OS-6639: bhyve memory allocations that can't succeed should fail or at least be interruptible

Details

Issue Type:Bug
Priority:4 - Normal
Status:Resolved
Created at:2018-02-16T18:33:27.466Z
Updated at:2018-03-16T17:00:32.332Z

People

Created by:Mike Gerdts
Reported by:Mike Gerdts
Assigned to:Jerry Jelinek

Resolution

Fixed: A fix for this issue is checked into the tree and tested.
(Resolution Date: 2018-03-15T15:01:57.577Z)

Fix Versions

2018-03-29 Old Man's House (Release Date: 2018-03-29)

Related Links

Labels

bhyve

Description

I have a machine with 96 GB of RAM.  I started one guest with 64 GB and tried to start another with 32 GB.  Predictably, it wasn't able to immediately find enough RAM.  Unfortunately, this means that it hangs until enough RAM is available.

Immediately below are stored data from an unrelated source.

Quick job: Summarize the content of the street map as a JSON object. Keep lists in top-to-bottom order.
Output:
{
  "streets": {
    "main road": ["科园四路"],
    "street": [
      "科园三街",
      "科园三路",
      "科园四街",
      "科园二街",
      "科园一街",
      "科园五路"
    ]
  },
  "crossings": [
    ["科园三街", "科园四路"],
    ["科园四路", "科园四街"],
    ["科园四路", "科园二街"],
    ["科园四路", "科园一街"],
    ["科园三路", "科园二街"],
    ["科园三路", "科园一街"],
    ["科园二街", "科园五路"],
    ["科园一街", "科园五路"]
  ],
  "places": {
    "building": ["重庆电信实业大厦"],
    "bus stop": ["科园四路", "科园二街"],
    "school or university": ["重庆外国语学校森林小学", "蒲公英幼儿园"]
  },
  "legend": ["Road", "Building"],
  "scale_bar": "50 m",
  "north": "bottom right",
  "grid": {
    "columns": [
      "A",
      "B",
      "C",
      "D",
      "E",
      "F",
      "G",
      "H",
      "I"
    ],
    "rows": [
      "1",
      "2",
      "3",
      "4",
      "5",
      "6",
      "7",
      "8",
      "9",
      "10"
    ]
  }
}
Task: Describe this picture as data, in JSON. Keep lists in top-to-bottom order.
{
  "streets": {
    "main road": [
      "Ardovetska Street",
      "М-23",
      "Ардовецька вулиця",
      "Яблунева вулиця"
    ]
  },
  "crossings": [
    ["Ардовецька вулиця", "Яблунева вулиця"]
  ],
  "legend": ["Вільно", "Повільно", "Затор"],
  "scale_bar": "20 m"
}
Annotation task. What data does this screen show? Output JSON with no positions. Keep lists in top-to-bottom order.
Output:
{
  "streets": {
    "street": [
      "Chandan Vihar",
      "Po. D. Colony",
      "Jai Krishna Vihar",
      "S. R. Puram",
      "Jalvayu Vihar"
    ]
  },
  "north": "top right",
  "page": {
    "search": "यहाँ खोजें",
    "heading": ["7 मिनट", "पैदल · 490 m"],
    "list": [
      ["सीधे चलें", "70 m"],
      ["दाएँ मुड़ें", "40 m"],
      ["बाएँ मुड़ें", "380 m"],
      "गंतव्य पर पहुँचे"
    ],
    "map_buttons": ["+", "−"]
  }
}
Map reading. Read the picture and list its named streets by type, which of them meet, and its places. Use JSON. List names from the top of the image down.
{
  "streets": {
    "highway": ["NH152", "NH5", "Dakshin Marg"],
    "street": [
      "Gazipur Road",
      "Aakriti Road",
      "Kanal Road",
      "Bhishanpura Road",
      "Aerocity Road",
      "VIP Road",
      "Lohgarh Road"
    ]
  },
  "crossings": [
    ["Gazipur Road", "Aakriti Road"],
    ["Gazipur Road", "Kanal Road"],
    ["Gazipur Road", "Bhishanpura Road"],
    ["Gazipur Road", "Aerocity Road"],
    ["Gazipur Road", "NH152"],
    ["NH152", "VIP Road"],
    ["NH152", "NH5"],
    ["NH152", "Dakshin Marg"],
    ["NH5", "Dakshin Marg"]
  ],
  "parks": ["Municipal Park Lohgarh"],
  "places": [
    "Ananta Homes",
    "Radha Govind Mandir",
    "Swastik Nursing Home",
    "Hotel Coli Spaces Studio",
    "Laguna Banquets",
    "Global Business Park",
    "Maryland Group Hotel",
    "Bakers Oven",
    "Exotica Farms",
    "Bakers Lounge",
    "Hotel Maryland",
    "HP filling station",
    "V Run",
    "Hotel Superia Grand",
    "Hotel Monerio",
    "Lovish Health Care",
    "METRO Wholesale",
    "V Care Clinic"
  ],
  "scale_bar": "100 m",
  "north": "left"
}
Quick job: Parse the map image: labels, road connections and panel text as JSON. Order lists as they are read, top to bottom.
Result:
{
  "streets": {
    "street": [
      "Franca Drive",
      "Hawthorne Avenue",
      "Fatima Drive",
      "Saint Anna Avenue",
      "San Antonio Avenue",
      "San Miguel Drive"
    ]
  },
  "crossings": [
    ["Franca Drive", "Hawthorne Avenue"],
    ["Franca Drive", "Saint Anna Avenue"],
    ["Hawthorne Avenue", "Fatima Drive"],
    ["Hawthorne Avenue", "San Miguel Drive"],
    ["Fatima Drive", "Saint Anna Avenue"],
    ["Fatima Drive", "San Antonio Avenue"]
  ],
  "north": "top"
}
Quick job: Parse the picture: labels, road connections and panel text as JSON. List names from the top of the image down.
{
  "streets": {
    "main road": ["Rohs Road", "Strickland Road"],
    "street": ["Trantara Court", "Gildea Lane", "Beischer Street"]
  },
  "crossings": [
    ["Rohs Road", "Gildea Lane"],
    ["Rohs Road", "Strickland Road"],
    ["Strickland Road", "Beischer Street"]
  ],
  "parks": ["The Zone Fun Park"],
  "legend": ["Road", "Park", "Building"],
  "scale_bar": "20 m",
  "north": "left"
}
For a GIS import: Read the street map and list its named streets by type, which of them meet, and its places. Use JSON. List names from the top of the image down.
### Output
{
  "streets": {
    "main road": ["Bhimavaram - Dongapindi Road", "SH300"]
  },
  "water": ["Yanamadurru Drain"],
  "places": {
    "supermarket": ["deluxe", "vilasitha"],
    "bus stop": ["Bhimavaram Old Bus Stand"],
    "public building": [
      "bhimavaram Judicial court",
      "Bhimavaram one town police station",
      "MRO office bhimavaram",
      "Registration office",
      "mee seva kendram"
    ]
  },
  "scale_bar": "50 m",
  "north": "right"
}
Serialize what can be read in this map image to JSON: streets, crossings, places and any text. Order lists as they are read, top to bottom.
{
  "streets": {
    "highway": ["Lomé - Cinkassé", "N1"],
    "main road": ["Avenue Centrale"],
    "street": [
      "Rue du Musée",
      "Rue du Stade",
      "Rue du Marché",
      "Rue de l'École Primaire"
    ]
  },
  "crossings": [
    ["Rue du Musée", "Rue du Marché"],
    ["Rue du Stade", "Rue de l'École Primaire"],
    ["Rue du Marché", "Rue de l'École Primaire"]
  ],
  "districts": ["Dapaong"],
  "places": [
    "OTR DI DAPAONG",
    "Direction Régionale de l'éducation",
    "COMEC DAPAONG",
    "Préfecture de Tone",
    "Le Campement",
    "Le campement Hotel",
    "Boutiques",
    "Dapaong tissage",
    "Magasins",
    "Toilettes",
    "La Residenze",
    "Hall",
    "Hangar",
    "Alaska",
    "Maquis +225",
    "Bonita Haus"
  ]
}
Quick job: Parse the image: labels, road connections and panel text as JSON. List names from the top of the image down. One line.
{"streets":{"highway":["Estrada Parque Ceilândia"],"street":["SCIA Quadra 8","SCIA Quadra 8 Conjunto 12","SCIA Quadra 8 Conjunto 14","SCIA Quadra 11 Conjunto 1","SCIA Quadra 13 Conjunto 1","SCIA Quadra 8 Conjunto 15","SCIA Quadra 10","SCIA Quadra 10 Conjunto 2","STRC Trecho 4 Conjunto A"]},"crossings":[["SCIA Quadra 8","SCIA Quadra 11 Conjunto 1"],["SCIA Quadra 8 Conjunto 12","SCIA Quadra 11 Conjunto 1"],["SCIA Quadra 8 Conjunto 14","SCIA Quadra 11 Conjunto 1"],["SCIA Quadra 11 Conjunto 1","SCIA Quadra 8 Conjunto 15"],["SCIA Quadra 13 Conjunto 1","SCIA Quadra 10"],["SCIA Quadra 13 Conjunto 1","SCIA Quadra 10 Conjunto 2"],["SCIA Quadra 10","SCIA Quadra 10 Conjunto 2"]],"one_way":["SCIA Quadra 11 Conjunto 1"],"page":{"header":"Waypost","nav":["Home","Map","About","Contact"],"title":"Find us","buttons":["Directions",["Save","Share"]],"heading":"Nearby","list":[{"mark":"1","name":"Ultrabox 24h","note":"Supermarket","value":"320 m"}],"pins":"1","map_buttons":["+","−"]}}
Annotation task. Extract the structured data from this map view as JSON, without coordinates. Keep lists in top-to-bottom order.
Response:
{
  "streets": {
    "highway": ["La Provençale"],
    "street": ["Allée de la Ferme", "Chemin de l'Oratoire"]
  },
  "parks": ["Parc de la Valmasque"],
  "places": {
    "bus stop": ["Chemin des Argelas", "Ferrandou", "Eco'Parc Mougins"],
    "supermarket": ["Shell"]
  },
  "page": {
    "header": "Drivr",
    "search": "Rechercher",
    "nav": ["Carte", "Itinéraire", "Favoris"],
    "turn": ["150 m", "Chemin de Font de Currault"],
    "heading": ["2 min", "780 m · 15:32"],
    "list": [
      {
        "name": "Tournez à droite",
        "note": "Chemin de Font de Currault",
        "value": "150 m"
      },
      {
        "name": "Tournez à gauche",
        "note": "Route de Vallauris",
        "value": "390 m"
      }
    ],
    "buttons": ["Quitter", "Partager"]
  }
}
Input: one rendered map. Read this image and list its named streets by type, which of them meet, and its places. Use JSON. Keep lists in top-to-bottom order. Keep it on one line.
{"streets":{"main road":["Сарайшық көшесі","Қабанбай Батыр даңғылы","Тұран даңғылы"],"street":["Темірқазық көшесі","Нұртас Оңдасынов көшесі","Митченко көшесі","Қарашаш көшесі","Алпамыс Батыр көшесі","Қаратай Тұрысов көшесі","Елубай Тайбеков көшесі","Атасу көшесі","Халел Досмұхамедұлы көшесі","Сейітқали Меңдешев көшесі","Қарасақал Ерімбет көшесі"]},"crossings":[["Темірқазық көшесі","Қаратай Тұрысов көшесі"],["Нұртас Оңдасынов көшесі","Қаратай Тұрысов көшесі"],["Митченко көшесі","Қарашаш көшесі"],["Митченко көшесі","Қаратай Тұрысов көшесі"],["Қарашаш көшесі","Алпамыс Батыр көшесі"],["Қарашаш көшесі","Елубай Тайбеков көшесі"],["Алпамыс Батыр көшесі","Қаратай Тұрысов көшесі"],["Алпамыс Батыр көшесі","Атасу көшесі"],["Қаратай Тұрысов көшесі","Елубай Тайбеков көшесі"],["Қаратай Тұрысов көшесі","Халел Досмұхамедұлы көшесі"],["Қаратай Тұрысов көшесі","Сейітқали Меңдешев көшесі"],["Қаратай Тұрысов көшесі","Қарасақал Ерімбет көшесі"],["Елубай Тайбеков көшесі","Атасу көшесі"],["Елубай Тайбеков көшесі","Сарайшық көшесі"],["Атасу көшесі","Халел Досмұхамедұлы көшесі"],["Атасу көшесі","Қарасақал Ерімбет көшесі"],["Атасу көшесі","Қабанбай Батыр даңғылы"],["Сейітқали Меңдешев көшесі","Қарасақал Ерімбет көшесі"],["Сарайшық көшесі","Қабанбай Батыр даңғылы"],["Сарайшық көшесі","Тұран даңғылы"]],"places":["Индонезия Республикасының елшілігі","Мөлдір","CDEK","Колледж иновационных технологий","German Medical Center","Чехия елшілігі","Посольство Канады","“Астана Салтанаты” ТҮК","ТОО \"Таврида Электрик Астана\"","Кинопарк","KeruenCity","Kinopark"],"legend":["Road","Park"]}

> ffffd02929d6f018::walk thread | ::findstack -v
stack pointer for thread ffffd0287e333c20: ffffd000bc86a3d0
[ ffffd000bc86a3d0 _resume_from_idle+0x112() ]
ffffd000bc86a400 swtch+0x18a()
ffffd000bc86a430 cv_wait+0x89(ffffd0287e333e0e, ffffd0287e333e10)
ffffd000bc86a490 delay_common+0xb8(fa)
ffffd000bc86a4d0 delay+0x30(fa)
ffffd000bc86a500 page_resv+0x82(840000, 0)
ffffd000bc86a5a0 segkmem_xalloc+0x80(ffffd025e2ce4000, 0, 840000000, 0, 0, fffffffffb8a5640, fffffffffc0199b8)
ffffd000bc86a610 segkmem_alloc_vn+0x5e(ffffd025e2ce4000, 840000000, 0, fffffffffc0199b8)
ffffd000bc86a640 segkmem_zio_alloc+0x20(ffffd025e2ce4000, 840000000, 0)
ffffd000bc86a790 vmem_xalloc+0x629(ffffd025fef67000, 840000000, 1000, 0, 0, 0, 0, ffffd02400000000)
ffffd000bc86a810 vmem_alloc+0x145(ffffd025fef67000, 840000000, 0)
ffffd000bc86a850 vm_object_allocate+0x6c(0, 840000)
ffffd000bc86a8c0 vm_alloc_memseg+0xd9(ffffd02929e4b000, 0, 840000000, 1)
ffffd000bc86a900 vmmdev_alloc_memseg+0x36(ffffd0261e6eaf00, ffffd000bc86a950)
ffffd000bc86ac00 vmmdev_do_ioctl+0x615(ffffd0261e6eaf00, 8050760e, ffffbf7fffdffbe0, 202003, ffffd0291f373730, ffffd000bc86ae98)
ffffd000bc86acb0 vmm_ioctl+0x138(13000000004, 8050760e, ffffbf7fffdffbe0, 202003, ffffd0291f373730, ffffd000bc86ae98)
ffffd000bc86acf0 cdev_ioctl+0x39(13000000004, 8050760e, ffffbf7fffdffbe0, 202003, ffffd0291f373730, ffffd000bc86ae98)
ffffd000bc86ad40 spec_ioctl+0x60(ffffd02929d04e00, 8050760e, ffffbf7fffdffbe0, 202003, ffffd0291f373730, ffffd000bc86ae98, 0)
ffffd000bc86add0 fop_ioctl+0x55(ffffd02929d04e00, 8050760e, ffffbf7fffdffbe0, 202003, ffffd0291f373730, ffffd000bc86ae98, 0)
ffffd000bc86aef0 ioctl+0x9b(3, 8050760e, ffffbf7fffdffbe0)
ffffd000bc86af00 sys_syscall+0x290()

This is not interruptible.

[root@emy-17 /root]# pgrep -x zhyve
104238
104507
[root@emy-17 /root]# kill -9 104507
[root@emy-17 /root]# kill -9 104507

Likewise, zoneadm -z $zone halt has no effect: zoneadm hangs in a door call to zoneadmd.

Comments

Comment by Jerry Jelinek
Created at 2018-03-02T13:21:59.062Z
Updated at 2018-03-02T13:27:13.879Z

I can think of two approaches for this
1) Add kernel support for an "interruptible" flag on KM_SLEEP allocations (starting by using cv_wait_sig in page_create_throttle), which we might want for other reasons,
2) Change vmm to use a KM_NOSLEEP allocation, handle the ENOMEM error in zhyve, and sleep/retry a few times in zhyve before giving up and dying.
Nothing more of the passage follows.